▶

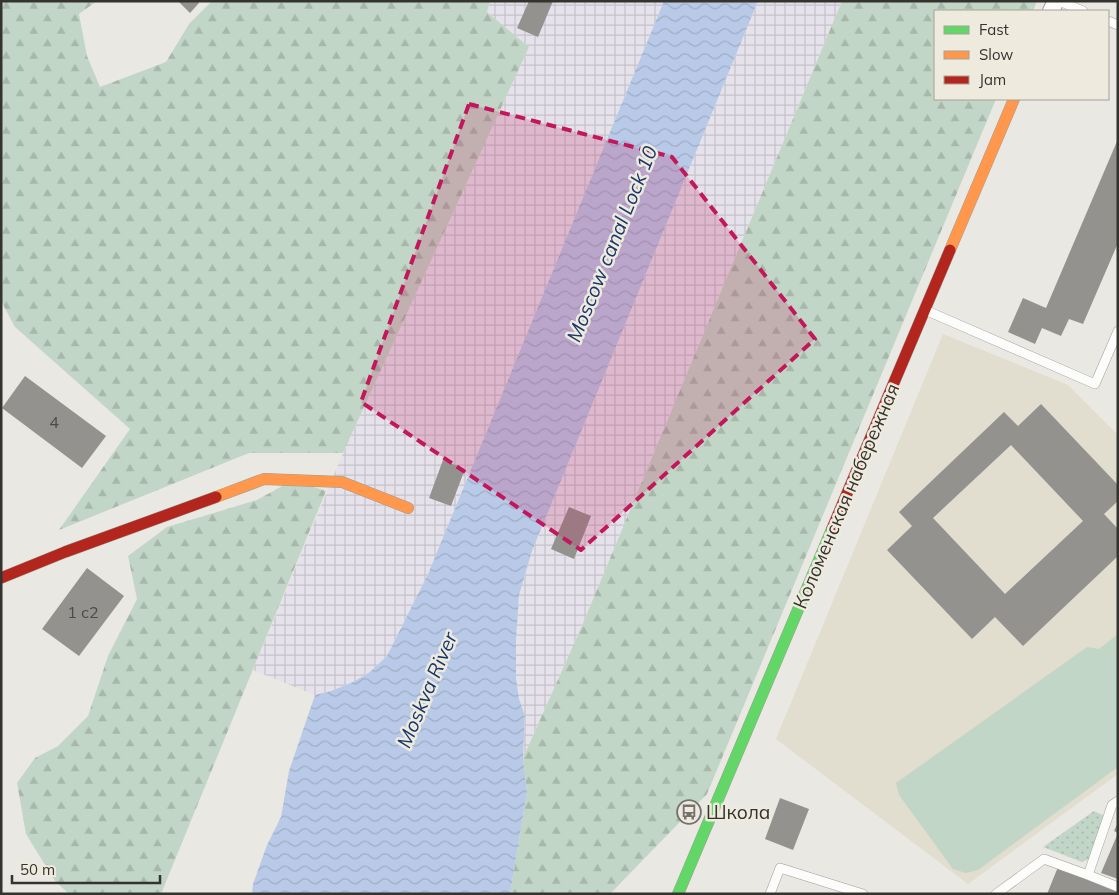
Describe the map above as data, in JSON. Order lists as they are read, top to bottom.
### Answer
{
  "streets": {
    "street": ["Коломенская набережная"]
  },
  "water": ["Moscow canal Lock 10", "Moskva River"],
  "places": {
    "bus stop": ["Школа"]
  },
  "house_numbers": ["4", "1 с2"],
  "legend": ["Fast", "Slow", "Jam"],
  "scale_bar": "50 m"
}
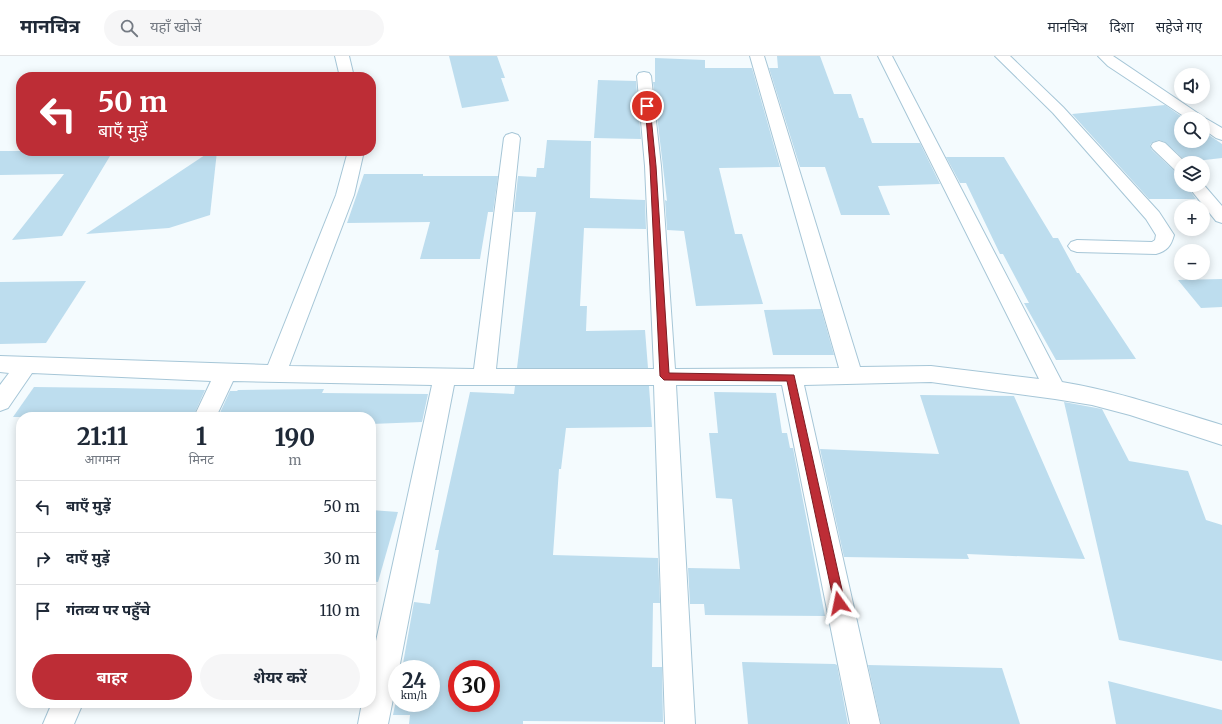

◀

Set out every record exactly, images excluded.

Describe the map above as data, in JSON. Order lists as they are read, top to bottom.
### Answer
{
  "streets": {
    "street": ["Коломенская набережная"]
  },
  "water": ["Moscow canal Lock 10", "Moskva River"],
  "places": {
    "bus stop": ["Школа"]
  },
  "house_numbers": ["4", "1 с2"],
  "legend": ["Fast", "Slow", "Jam"],
  "scale_bar": "50 m"
}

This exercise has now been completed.